Nonetheless, the cabin scene might prove the most prophetic for the rest of season five. If season four focused on Rick’s eventual acceptance that the days of farming, barbecue picnics, and community activity are over, then season five appears to be about the other side of that transformation. What happens to formerly good people who embrace the coldness of the new zombie-populated world, ditching their ethics and moral codes of yesterday? Do you have to adopt Martin’s numb, gum-chewing philosophy in order to survive? Can baby-savers like Tyreese exist in this world, or are they doomed to die — if not today, then tomorrow?
It’s a question that rings in other corners of the Walking Dead premiere. During the Terminus escape, Glenn demands Rick’s help in saving some other trapped prisoners, rather than just letting them fall in the surrounding chaos. “We have to let those people out,” he says. “That’s still what we are. It’s got to be.”

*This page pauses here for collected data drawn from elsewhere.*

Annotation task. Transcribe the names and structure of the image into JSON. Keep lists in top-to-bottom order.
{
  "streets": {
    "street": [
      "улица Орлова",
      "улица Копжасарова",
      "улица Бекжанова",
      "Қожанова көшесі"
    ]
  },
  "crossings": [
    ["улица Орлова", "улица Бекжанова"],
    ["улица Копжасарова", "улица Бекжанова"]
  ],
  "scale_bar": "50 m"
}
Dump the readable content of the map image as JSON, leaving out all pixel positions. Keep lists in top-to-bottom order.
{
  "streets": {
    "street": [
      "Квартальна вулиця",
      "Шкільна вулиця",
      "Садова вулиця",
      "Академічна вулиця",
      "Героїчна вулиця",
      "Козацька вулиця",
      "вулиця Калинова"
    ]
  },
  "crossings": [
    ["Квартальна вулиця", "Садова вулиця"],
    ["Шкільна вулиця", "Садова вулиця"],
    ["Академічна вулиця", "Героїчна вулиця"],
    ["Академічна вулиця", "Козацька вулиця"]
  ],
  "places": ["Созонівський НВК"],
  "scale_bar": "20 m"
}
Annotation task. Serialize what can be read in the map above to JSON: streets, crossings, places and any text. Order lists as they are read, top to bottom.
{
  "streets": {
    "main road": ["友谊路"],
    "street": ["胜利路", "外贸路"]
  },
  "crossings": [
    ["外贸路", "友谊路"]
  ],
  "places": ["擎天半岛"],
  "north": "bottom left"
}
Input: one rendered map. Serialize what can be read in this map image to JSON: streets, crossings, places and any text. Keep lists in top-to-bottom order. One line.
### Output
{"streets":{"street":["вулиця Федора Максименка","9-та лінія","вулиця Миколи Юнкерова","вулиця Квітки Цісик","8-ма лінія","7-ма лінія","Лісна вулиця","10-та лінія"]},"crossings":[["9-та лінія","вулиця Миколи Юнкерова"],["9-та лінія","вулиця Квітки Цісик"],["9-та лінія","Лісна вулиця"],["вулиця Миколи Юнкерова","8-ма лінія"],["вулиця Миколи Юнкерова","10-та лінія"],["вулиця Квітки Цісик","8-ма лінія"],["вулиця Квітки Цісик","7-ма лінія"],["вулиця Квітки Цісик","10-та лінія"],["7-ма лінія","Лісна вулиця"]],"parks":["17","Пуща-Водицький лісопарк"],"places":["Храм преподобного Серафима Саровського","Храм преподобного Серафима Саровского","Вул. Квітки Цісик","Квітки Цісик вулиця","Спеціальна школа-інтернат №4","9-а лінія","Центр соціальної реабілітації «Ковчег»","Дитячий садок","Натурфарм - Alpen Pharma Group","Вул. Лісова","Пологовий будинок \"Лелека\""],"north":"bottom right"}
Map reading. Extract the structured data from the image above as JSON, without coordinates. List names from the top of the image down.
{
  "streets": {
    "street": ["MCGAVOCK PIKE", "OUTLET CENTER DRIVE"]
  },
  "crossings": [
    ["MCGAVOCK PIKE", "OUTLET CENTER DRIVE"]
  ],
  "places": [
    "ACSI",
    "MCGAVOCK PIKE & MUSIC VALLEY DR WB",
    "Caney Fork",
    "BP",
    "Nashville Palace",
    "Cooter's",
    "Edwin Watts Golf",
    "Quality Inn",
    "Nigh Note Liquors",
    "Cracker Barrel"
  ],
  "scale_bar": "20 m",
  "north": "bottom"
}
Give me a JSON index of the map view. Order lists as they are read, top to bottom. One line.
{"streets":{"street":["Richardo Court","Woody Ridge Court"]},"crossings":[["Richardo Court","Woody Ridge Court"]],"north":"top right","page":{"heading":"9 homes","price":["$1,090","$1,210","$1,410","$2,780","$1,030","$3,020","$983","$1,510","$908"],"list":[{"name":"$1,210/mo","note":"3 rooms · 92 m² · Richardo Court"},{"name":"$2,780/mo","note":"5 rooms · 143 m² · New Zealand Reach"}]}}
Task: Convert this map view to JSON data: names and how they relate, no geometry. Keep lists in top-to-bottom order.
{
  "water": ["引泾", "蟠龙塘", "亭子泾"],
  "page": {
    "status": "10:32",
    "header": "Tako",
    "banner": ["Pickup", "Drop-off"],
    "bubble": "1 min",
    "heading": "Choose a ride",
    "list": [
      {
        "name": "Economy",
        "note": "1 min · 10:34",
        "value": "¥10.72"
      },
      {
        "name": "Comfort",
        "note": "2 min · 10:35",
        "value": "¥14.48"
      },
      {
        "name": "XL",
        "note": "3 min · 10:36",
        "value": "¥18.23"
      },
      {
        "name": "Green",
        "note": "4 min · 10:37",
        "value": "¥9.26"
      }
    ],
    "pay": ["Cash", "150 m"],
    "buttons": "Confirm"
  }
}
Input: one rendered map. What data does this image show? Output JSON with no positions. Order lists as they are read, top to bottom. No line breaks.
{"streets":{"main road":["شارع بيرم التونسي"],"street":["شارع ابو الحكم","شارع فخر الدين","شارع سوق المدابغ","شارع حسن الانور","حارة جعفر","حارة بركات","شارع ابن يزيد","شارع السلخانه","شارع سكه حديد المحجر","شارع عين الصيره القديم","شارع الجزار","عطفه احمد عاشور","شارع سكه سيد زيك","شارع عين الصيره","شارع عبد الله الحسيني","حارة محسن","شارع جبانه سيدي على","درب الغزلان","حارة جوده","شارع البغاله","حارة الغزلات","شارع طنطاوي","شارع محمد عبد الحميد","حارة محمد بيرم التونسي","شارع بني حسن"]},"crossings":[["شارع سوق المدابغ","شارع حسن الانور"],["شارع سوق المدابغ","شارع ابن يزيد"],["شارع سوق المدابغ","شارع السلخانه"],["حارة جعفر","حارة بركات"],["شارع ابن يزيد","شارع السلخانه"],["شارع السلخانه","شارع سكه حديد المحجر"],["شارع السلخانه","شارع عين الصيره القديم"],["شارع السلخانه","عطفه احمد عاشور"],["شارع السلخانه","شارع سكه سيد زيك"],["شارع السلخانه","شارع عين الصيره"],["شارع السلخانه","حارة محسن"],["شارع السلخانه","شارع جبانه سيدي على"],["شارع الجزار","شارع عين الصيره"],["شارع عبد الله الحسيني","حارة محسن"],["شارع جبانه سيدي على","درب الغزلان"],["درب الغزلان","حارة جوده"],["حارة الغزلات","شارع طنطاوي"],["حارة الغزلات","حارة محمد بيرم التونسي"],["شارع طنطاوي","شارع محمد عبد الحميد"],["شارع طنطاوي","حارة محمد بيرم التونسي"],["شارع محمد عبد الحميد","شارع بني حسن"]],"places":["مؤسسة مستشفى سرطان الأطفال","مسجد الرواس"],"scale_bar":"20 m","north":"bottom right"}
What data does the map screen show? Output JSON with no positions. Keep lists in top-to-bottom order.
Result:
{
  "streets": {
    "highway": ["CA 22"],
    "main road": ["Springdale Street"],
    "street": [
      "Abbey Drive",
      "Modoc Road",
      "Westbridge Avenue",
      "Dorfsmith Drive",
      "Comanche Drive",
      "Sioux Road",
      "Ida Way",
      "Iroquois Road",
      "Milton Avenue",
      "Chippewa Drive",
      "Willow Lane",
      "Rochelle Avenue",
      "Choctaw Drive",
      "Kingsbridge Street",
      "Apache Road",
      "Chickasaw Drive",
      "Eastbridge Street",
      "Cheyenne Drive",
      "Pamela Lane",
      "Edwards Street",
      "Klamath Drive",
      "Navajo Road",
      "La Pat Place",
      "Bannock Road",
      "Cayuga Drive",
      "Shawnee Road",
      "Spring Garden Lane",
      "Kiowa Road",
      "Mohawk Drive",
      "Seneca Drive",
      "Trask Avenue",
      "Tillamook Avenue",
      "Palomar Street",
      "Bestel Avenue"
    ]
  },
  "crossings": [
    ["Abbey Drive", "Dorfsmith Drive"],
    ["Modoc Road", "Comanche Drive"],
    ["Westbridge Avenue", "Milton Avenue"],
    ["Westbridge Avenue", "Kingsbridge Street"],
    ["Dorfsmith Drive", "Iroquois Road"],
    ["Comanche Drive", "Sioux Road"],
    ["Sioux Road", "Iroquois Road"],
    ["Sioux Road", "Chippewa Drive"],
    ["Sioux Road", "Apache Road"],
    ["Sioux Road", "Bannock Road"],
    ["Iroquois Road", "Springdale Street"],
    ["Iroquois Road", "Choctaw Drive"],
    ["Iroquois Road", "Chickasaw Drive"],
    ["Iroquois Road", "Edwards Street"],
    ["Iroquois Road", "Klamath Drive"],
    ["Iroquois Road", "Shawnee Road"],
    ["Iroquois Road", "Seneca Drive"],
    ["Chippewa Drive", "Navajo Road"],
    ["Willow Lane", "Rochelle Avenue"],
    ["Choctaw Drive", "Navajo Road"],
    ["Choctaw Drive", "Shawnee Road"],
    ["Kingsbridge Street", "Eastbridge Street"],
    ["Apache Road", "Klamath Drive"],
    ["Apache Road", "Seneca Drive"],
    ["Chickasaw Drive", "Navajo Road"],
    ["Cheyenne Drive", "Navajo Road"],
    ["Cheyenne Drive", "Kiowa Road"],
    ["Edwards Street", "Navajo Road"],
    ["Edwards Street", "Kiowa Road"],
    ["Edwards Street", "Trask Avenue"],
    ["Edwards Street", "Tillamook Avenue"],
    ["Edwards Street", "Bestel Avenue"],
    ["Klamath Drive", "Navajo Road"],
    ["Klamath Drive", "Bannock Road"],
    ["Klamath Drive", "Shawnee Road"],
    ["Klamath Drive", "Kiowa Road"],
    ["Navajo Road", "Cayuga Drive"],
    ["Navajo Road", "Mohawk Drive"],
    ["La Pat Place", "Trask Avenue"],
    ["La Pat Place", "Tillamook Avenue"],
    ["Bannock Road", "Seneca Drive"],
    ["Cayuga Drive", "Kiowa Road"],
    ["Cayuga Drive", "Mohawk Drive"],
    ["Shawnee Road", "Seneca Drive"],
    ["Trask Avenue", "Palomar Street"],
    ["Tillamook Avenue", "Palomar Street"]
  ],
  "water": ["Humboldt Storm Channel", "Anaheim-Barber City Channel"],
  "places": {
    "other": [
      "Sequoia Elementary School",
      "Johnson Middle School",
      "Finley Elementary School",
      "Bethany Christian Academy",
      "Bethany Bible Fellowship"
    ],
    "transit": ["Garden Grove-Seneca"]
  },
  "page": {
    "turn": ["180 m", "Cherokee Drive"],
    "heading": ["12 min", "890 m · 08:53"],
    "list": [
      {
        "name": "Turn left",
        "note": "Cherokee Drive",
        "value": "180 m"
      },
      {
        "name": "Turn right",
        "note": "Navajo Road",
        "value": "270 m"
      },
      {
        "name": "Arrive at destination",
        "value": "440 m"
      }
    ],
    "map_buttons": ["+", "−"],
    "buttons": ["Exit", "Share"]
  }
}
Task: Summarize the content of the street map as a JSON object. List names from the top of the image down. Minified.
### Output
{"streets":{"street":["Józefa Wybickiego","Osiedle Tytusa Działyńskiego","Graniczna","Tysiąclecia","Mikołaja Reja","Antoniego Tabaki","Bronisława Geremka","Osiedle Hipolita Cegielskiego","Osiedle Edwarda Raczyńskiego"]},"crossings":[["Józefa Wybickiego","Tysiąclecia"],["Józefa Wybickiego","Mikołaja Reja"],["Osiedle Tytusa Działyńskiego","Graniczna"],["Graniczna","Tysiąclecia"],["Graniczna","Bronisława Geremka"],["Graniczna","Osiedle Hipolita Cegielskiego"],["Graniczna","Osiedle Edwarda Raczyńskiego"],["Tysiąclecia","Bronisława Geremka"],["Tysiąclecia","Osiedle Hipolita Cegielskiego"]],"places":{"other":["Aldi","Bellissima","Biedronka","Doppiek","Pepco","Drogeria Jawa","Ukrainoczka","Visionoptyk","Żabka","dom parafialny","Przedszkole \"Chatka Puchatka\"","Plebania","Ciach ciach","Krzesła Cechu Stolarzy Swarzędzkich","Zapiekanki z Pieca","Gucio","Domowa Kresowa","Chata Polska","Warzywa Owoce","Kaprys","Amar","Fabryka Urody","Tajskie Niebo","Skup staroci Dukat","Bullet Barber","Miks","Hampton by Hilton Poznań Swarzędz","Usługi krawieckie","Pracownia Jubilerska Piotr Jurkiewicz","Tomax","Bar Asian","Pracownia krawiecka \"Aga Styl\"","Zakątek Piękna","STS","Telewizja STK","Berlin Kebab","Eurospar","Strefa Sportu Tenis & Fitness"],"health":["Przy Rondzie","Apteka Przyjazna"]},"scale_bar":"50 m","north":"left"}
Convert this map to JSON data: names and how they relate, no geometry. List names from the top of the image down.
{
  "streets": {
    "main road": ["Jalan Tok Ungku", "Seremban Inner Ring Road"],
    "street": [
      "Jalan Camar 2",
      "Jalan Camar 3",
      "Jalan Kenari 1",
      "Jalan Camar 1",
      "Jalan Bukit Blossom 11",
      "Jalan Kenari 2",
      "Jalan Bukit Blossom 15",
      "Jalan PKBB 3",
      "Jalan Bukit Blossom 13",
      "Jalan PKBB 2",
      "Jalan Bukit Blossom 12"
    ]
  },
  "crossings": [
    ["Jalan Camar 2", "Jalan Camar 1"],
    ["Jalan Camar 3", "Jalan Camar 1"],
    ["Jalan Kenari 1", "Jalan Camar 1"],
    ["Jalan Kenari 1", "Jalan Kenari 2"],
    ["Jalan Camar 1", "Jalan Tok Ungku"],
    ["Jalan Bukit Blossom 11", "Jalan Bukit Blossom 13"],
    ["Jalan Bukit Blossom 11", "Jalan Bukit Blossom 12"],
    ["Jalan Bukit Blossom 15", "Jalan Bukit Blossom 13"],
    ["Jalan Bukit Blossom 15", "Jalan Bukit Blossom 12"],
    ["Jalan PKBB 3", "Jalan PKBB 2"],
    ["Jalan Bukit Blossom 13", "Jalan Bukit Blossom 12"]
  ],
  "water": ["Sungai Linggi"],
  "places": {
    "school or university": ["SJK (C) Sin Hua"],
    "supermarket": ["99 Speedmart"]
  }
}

Put Glenn in the same camp as Tyreese, then — the men who are defiantly against Martin’s worldview, the ones who still believe that light can win against the darkness. Maybe he’s right. Or maybe it’s as Gareth, Martin, and there set of Terminus say: “You’re either the butcher, or the cattle.”
In the end, even Tyreese takes steps toward Martin’s side of the line, punching the gum-chewer’s ratty face over and over. Later, Tyreese tells Carol that he killed Martin, but we never see the body. So which is it, Tyreese? Are you still mooing, or are you ready to wield the cleaver?
With the fall of Terminus, Rick and his companions have avoided their juicy fate as steaks on a plate — for now. But if Tyreese’s heartfelt rejection of Martin’s new world order becomes the group’s prevailing wisdom, is a larger-scale butchering inevitable?